Rule 1: For Rule 1, the expected threshold is set to “100”. If the schema validation has passed for the data file, then the Actual Threshold would also be derived as “100” in the ETL logic. RULE_SCRIPT_TYPE_CODE is set to “COMP_THRE_VAL_EQ_P_E”. That means if both thresholds are equal, set the rule status to pass “P”, and “E” represents that rule results are to be loaded into the table irrespective of rule status.
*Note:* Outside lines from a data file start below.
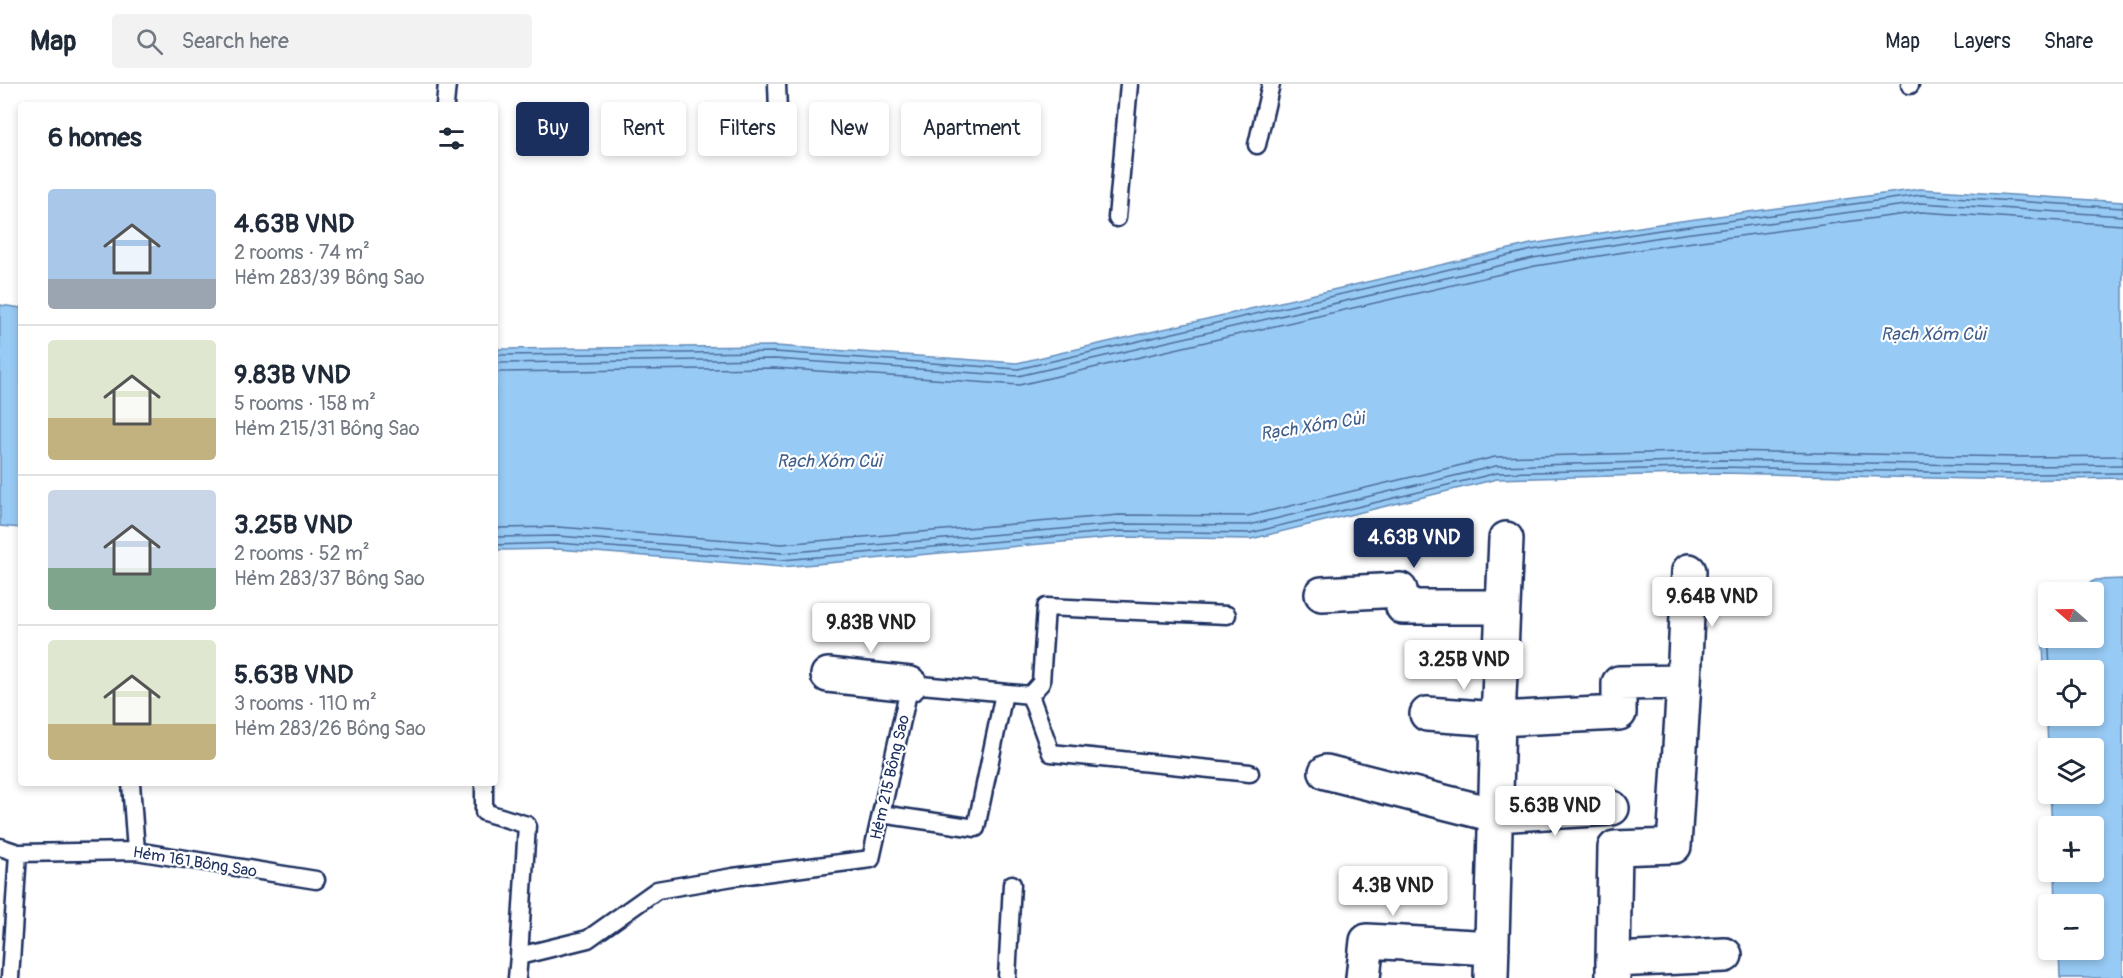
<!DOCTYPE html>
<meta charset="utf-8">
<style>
body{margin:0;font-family:Pangolin,sans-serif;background:#f2f2f3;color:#1f2937;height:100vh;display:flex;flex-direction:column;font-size:22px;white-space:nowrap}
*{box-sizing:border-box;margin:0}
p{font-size:20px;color:#747a83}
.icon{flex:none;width:33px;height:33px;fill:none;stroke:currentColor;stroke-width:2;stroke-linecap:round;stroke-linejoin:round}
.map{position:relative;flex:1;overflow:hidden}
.details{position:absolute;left:18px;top:18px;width:480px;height:684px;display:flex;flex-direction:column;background:#fff;border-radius:6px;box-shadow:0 3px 9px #0003}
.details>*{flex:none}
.hud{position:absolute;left:516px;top:18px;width:570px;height:54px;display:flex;gap:12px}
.needle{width:39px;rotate:290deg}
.controls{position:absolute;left:2038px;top:498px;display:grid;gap:12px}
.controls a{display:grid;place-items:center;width:66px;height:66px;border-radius:6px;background:#fff;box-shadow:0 3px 9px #0003;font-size:30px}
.price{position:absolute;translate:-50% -51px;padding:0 14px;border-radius:6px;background:#fff;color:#222;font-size:20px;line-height:39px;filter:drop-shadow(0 2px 3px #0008)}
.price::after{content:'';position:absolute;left:50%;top:36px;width:18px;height:14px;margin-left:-9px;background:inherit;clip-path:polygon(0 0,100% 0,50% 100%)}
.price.on{background:#1b2f5e;color:#fff}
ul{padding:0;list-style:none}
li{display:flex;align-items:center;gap:18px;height:150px;padding:0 30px}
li+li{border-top:2px solid #e0e1e3}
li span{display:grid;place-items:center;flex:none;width:168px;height:120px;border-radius:6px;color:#555}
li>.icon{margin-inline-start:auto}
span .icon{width:72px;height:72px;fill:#fffc;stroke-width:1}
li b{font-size:26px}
h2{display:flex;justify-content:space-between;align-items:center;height:72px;padding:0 30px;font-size:26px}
.tag{padding:0 21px;border-radius:6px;background:#fff;box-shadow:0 3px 9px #0003;font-size:21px;line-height:54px}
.tag.on{background:#1b2f5e;color:#fff}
header{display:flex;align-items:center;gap:36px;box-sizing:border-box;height:84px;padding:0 30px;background:#fff;border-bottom:2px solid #e0e1e3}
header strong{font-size:28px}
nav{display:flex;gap:33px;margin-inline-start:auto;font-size:21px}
.search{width:420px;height:54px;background:#f2f2f3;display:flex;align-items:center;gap:15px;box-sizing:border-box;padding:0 21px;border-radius:6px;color:#747a83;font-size:22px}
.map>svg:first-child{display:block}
</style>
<header>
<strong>Map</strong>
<div class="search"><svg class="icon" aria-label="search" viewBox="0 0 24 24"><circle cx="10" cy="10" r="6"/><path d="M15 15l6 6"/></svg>Search here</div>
<nav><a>Map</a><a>Layers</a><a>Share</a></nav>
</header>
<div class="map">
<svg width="2123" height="894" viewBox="0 0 2123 894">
<rect width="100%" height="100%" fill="#fff"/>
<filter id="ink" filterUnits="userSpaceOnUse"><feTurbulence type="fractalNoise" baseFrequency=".0167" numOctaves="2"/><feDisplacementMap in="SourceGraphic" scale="12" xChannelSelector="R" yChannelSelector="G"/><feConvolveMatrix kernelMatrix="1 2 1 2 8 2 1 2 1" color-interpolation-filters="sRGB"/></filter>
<g filter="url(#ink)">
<path fill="#97caf4" stroke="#658cb8" stroke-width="1.5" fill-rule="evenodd" d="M1920 105 2123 118V394L2015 396 1722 389 1497 395 1251 455 1120 453 782 483 557 465 495 466V265L776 262 1017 279 1531 160 1659 140Z
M0 221 21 224V444L0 442Z
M2123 495V894H2060L2059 866H2094V820H2056L2055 788H2094V742H2052L2050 710H2094V664H2049V682L2041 521 2049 518V554H2094V508H2069L2096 496ZM2049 586H2094V632H2049Z"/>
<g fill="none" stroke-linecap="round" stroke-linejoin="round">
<path stroke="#4d6d9a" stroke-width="1.5" d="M495 271 775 268 1018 285 1532 166 1660 146 1921 111 2123 124
M495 279 775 275 1018 292 1533 174 1661 153 1921 119 2123 132
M495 288 775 284 1019 301 1535 182 1663 162 1921 128 2123 141
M495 444 558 443 782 460 1119 431 1248 432 1495 373 1722 367 2015 373 2123 372
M495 453 558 452 782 469 1119 440 1249 441 1496 382 1722 376 2015 382 2123 381
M495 461 557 459 782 476 1119 447 1250 449 1497 389 1722 383 2015 390 2123 389
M2049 524 2047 527 2050 586"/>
<g stroke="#1b2f5e" stroke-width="21">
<path id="lane" d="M777 0 778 27
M1910 0V1
M445 21 447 0
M1257 61 1271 0
M1117 134 1129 0
M1030 611 1041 599 1046 523 1227 531
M131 699 136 767
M484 699V728L527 741 519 872
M881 730 976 744 1004 609
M0 763 18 769
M10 894 18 769 136 767 316 796
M517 894 519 872 588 855 657 806 733 793 871 775 910 600 1030 611 1051 669 1250 689
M1007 894 1012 800"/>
</g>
<g stroke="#1b2f5e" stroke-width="38">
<path id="street" d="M1322 510 1400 506 1403 523H1503
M828 591 910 600
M1684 598 1689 487
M1427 630 1498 635 1619 629V599L1684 598 1674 762 1615 764 1613 876
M1326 688 1495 731 1612 724
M1363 894 1367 857 1492 864
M1491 894 1498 635 1506 455
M1613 894V876L1725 871"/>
</g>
<use href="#lane" stroke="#fff" stroke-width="16"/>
<use href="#street" stroke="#fff" stroke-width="33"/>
</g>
</g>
<g text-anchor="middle" stroke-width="4.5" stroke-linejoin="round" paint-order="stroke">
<g font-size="16" fill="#1b2f5e" stroke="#fff">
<text transform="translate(889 693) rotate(-77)" y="6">Hẻm 215 Bông Sao</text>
<text transform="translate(195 777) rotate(9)" y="6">Hẻm 161 Bông Sao</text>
</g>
<g font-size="18" font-style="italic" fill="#405e8b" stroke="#fff">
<text x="1933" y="256">Rạch Xóm Củi</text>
<text transform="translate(1312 342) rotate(-9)" y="6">Rạch Xóm Củi</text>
<text x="829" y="383">Rạch Xóm Củi</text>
</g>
</g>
</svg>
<div class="controls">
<a><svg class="needle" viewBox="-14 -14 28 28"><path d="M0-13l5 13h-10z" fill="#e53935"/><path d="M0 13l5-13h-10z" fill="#747a83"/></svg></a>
<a><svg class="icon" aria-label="locate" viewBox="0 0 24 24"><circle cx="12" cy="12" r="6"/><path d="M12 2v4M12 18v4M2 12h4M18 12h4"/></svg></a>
<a><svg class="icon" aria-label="layers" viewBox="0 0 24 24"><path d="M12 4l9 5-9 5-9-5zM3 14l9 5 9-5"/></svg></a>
<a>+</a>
<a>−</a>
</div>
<b class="price on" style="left:1414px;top:485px">4.63B VND</b>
<b class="price" style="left:1712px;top:544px">9.64B VND</b>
<b class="price" style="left:871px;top:570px">9.83B VND</b>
<b class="price" style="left:1464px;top:607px">3.25B VND</b>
<b class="price" style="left:1555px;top:753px">5.63B VND</b>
<b class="price" style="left:1393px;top:833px">4.3B VND</b>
<div class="hud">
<a class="tag on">Buy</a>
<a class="tag">Rent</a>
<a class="tag">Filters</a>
<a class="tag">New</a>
<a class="tag">Apartment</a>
</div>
<section class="details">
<h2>6 homes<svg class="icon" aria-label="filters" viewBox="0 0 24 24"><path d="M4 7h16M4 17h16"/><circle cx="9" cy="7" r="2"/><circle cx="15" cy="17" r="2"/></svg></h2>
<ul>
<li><span style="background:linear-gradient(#a9c7e8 75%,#9aa5b1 0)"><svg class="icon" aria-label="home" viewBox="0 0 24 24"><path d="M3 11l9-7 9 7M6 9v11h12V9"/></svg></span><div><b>4.63B VND</b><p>2 rooms · 74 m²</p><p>Hẻm 283/39 Bông Sao</p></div></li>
<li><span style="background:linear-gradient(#dfe7d0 65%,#c2b280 0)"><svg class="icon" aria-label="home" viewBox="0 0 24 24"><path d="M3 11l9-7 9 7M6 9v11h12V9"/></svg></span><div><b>9.83B VND</b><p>5 rooms · 158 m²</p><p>Hẻm 215/31 Bông Sao</p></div></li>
<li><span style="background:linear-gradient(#c9d6e8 65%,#7fa58c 0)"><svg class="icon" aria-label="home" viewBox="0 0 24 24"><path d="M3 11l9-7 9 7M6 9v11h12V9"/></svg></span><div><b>3.25B VND</b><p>2 rooms · 52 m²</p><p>Hẻm 283/37 Bông Sao</p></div></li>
<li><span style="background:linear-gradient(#dfe7d0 70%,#c2b280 0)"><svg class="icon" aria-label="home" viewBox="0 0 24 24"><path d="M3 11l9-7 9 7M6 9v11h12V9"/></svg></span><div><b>5.63B VND</b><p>3 rooms · 110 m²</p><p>Hẻm 283/26 Bông Sao</p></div></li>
</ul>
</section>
</div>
Rule 2: For Rule 2, the expected threshold is set to “100”. If the data file is not a duplicate file, i.e. if the same file name has not been processed earlier, then the Actual Threshold would also be derived as “100” in the ETL logic. RULE_SCRIPT_TYPE_CODE is set to “COMP_THRE_VAL_EQ_P_E”, so if both thresholds are equal, set the rule status to pass “P”. “E” means that rule results are to be loaded into the table irrespective of rule status.
Rule 3: For Rule 3, the expected threshold is set to “100”, and the InvoiceDate of each record from the actual results dataset is compared with the expected InvoiceDate range of 2007-01-11 to 2007-02-28. As each row is checked, any record that has an InvoiceDate outside the range is marked as failed with the “F” status code. Since the RULE_SCRIPT_TYPE_CODE is set to “COMP_THRE_VAL_NE_F_F”, any record that fails would be loaded into the Data Quality Rule Results table.
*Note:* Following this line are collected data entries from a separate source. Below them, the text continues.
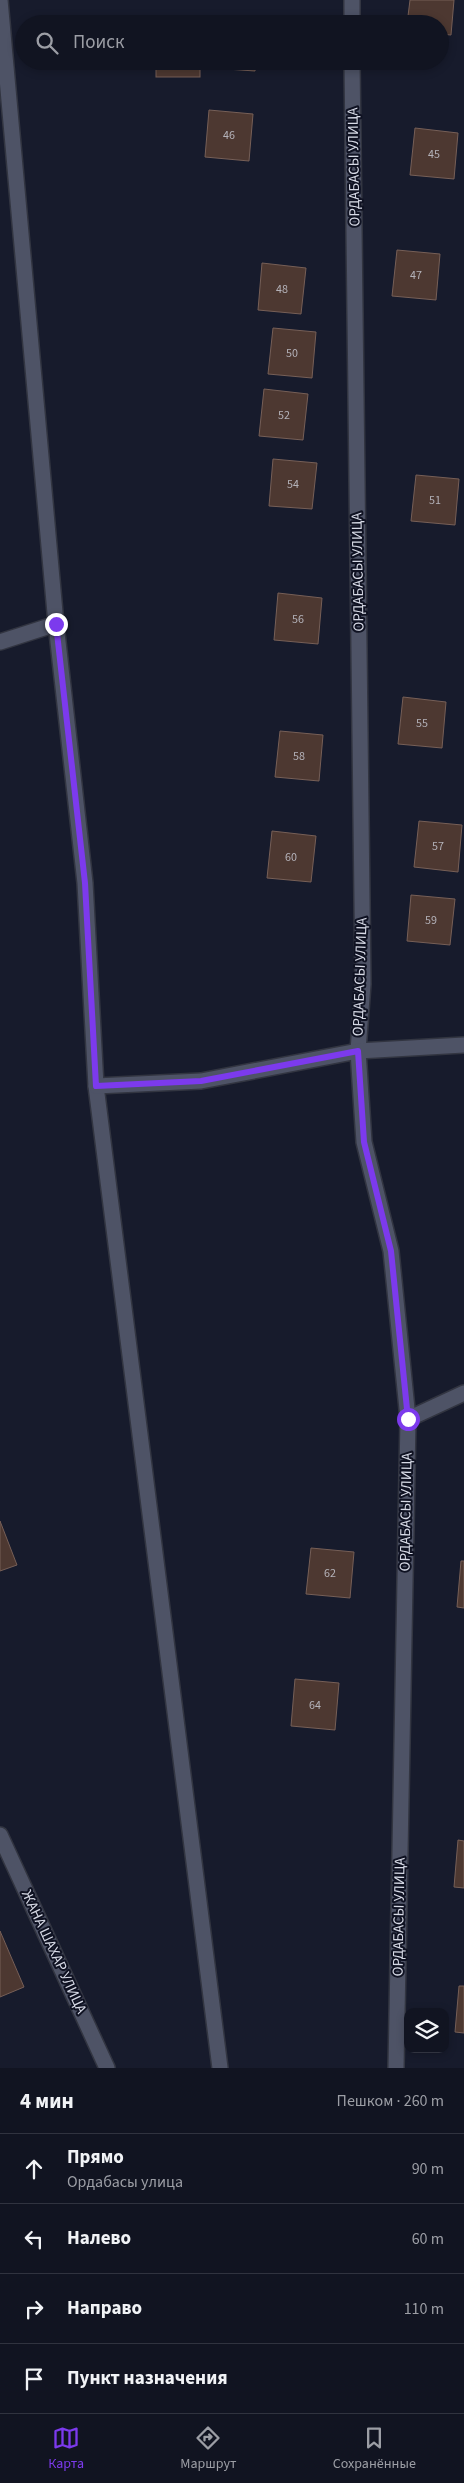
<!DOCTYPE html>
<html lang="ru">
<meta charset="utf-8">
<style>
:root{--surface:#111421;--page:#1a1d2a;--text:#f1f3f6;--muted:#9c9ea5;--line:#30333f;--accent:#7c3aed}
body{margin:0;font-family:"Source Sans 3",sans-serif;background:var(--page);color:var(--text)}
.controls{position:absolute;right:15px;bottom:15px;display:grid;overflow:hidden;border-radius:10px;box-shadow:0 2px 8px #0003}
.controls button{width:45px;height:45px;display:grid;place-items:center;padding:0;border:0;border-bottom:1px solid var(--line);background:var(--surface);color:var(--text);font:25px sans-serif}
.stop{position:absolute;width:15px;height:15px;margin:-11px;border:4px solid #7c3aed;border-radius:50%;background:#fff}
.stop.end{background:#7c3aed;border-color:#fff;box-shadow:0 1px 5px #0008}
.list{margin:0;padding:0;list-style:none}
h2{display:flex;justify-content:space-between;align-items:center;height:65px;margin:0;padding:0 20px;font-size:21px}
h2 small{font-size:16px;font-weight:400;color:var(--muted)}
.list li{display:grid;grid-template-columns:32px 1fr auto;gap:15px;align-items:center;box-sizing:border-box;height:70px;padding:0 20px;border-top:1px solid var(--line)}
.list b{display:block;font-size:19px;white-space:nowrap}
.list p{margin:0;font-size:16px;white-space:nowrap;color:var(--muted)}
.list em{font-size:16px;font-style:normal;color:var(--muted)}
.icon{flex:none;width:28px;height:28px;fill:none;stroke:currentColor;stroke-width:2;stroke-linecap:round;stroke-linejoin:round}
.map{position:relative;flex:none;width:464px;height:2068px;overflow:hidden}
.search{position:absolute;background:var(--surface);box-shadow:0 2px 8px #0003;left:15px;right:15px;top:15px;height:55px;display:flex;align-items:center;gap:12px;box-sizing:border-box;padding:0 18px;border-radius:28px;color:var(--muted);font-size:19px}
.sheet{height:345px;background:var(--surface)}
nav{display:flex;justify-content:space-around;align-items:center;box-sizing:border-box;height:70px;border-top:1px solid var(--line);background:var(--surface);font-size:14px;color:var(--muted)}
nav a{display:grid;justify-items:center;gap:2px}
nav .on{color:var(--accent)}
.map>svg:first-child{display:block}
</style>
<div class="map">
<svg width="464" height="2068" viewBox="0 0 464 2068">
<rect width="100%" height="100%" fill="#171b2c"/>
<g fill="#4d3831" stroke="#765f57">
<polygon points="410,0 454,0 451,35 440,34 440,24 407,24"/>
<rect x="156" y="61" width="44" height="16"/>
<polygon points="212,61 256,61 255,71 212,68"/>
<polygon points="209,110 253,114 249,161 205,157"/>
<polygon points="415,128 458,133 454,179 410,175"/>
<polygon points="397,250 440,254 436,300 392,296"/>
<polygon points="262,263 306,268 301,314 258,310"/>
<polygon points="273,328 316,332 312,378 268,374"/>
<polygon points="264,389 308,394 303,440 259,436"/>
<polygon points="273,459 317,463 312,509 269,506"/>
<polygon points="416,475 459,479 455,525 411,521"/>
<polygon points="278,593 322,598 318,644 274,640"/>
<polygon points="403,697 446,702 442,748 398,744"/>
<polygon points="280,731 323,735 319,781 275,777"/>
<polygon points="419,821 462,825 458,872 414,867"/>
<polygon points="272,831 316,836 311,882 267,878"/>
<polygon points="411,895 455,899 450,945 407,941"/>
<polygon points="0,1521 17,1565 0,1571"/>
<polygon points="311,1548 354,1552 350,1598 306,1594"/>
<polygon points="461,1561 464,1561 464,1608 457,1607"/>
<polygon points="295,1679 339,1683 335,1730 291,1726"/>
<polygon points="458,1840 464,1841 464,1888 454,1887"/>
<polygon points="0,1931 24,1987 0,1997"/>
<polygon points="459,1986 464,1986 464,2033 455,2032"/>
</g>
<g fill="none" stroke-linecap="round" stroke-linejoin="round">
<g stroke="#323541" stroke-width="18">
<g id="minor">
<polyline points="0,0 56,624 85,883 96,1086 220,2068"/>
<polyline points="352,0 352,24"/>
<polyline points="352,61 363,984 358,1051 364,1142 391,1251 408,1419 396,2068"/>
<polyline points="0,642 56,624"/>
<polyline points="96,1086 201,1081 358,1051 464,1045"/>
<polyline points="408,1419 464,1393"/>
<polyline points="0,1835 107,2068"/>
</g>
</g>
<use href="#minor" stroke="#4e5366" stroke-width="15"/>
</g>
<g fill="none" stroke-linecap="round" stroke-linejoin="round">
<polyline stroke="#7c3aed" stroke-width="6" points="56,624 85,883 96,1086 201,1081 358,1051 364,1142 391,1251 408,1419"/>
</g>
<g text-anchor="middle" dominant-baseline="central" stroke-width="4" stroke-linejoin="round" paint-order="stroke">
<g font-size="12" fill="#b4b2b9">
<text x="229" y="135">46</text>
<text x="434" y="154">45</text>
<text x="416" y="275">47</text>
<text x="282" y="289">48</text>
<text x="292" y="353">50</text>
<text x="284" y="415">52</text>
<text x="293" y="484">54</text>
<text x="435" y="500">51</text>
<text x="298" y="619">56</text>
<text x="422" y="723">55</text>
<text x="299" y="756">58</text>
<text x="438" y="846">57</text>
<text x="291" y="857">60</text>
<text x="431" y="920">59</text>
<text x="330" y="1573">62</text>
<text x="315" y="1705">64</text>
</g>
<g font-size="15" fill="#d7dae6" stroke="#0f1222">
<text transform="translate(354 167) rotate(-91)">ОРДАБАСЫ УЛИЦА</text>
<text transform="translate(358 572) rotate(-91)">ОРДАБАСЫ УЛИЦА</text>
<text transform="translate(360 977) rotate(-88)">ОРДАБАСЫ УЛИЦА</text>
<text transform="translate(406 1512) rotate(-89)">ОРДАБАСЫ УЛИЦА</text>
<text transform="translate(399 1917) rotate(-89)">ОРДАБАСЫ УЛИЦА</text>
<text transform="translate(54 1952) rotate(65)">ЖАНА ШАХАР УЛИЦА</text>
</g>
</g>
</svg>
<div class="controls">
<button><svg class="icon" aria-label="layers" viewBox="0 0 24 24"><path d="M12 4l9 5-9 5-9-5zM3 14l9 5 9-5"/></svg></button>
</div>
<div class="stop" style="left:408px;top:1419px"></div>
<div class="stop end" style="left:56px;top:624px"></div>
<div class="search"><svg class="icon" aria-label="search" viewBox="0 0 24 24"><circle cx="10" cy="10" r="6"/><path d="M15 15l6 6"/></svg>Поиск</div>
</div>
<section class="sheet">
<h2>4 мин<small>Пешком · 260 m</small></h2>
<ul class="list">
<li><svg class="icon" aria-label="ahead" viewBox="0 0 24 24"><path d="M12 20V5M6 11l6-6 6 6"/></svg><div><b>Прямо</b><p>Ордабасы улица</p></div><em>90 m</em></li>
<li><svg class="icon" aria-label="left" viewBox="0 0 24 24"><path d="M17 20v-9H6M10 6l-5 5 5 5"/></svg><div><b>Налево</b></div><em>60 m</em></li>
<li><svg class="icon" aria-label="right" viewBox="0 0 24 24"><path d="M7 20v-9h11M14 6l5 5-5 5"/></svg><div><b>Направо</b></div><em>110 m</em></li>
<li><svg class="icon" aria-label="arrive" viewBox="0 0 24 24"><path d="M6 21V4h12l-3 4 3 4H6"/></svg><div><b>Пункт назначения</b></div></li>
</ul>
</section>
<nav>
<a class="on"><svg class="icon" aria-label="map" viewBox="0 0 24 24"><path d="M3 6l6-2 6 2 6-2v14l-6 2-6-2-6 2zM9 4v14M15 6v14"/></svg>Карта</a>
<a><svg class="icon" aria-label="directions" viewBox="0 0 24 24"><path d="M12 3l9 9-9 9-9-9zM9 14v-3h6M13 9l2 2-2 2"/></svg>Маршрут</a>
<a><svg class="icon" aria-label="saved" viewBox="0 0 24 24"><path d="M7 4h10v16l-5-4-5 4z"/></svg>Сохранённые</a>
</nav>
Please Note: Pass count and Fail count loaded as “0” as this is column level rule and not a table-level rule. It is possible to increment the fail count with each row being loaded to into Data Quality Rule results table, but as this will require sorting and ranking rows. It is preferable that pass_count and fail_count be used for table level rules where the aggregation is done and total pass and fail count can be easily identified.
Rule 4: For Rule 4, the expected threshold is set to “100” and from the actual results records for which InvoiceDate does not fall within the expected range of 2007-01-11 to 2007-02-28 are counted, and Actual Threshold percentage is derived at 40. If no records have failed, then the actual Threshold percentage would be 100. As this is a table-level rule, only one record for the entire batch load will be loaded in the Data Quality Rule Results table. RULE_SCRIPT_TYPE_CODE is set to “COMP_THRE_VAL_EQ_P_E”, so that means if both thresholds are equal set the rule status to pass “P” and “E” (Everything) represents that rule results to be loaded into the table irrespective of rule status.
Rule 5: Rule 5 is to check if the StoreID column is not null. The expected threshold is set to “90” and RULE_SCRIPT_TYPE_CODE is set to “COMP_THRE_VAL_GE_P_F”. In the data file, there are no records that have StoreID as null. In this case, the ETL would calculate the actual threshold as “100” which is greater than 90% (expected threshold), and the rule will pass “P”. Since the final character is “F” in COMP_THRE_VAL_GE_P_F, it means only failed rules should be loaded in the data quality results table. In this case, no results would be loaded for Rule5. The final rule results table would look like this.
1
select
*
from
DATA_QUALITY_RULE_RESULTS
In the above example, I have walked through all the 5 data quality rules. Rules 1 and 2 are pre-stage rules, and they should be executed before data is loaded in-to stage table and the Rules 3, 4 and 5 are post-stage data quality rules and should be executed after the data is loaded to stage table.
A dashboard could be created on DATA_QUALITY_RULE_RESULTS table to provide data quality metrics to data stewards for review.
V. Conclusion
By implementing the above Data Quality Monitoring Data Framework, an organization can ensure that the highest quality data is loaded into underlying application tables. Detail metrics related to data quality could be made available to data stewards by building dashboard on top of DATA_QUALITY_RULE_RESULTS table.